> About this exercise:
In the entries below, find the lines that include "read" and give their number as the whole reply.

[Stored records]
※

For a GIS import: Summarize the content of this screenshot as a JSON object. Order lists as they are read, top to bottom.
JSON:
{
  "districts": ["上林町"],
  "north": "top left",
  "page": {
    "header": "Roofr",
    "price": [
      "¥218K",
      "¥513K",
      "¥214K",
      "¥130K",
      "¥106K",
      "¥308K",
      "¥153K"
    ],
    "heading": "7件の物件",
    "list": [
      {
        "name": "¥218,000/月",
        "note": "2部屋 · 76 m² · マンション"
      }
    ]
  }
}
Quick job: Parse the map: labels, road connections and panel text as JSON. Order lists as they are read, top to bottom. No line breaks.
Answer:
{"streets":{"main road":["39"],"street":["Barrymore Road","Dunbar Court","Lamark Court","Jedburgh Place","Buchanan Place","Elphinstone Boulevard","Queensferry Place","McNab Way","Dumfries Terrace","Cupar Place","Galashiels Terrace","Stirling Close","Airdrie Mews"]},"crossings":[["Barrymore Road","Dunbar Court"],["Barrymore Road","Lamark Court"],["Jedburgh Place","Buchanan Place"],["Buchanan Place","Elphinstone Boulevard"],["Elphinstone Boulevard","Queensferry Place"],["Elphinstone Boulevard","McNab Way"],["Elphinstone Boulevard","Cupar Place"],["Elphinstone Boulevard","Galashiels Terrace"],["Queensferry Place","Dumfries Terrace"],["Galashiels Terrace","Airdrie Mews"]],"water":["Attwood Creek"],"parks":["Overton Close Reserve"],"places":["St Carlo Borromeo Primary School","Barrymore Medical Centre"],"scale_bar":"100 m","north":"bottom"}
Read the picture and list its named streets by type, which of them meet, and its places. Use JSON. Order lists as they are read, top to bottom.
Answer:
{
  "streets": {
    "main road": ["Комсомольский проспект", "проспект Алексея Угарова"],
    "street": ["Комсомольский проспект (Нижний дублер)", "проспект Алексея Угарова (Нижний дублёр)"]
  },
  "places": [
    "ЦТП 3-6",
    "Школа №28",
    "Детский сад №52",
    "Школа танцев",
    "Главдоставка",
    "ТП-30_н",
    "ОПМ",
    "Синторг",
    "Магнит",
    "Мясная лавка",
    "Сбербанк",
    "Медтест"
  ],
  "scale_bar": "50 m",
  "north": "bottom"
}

※

> Answer space:
3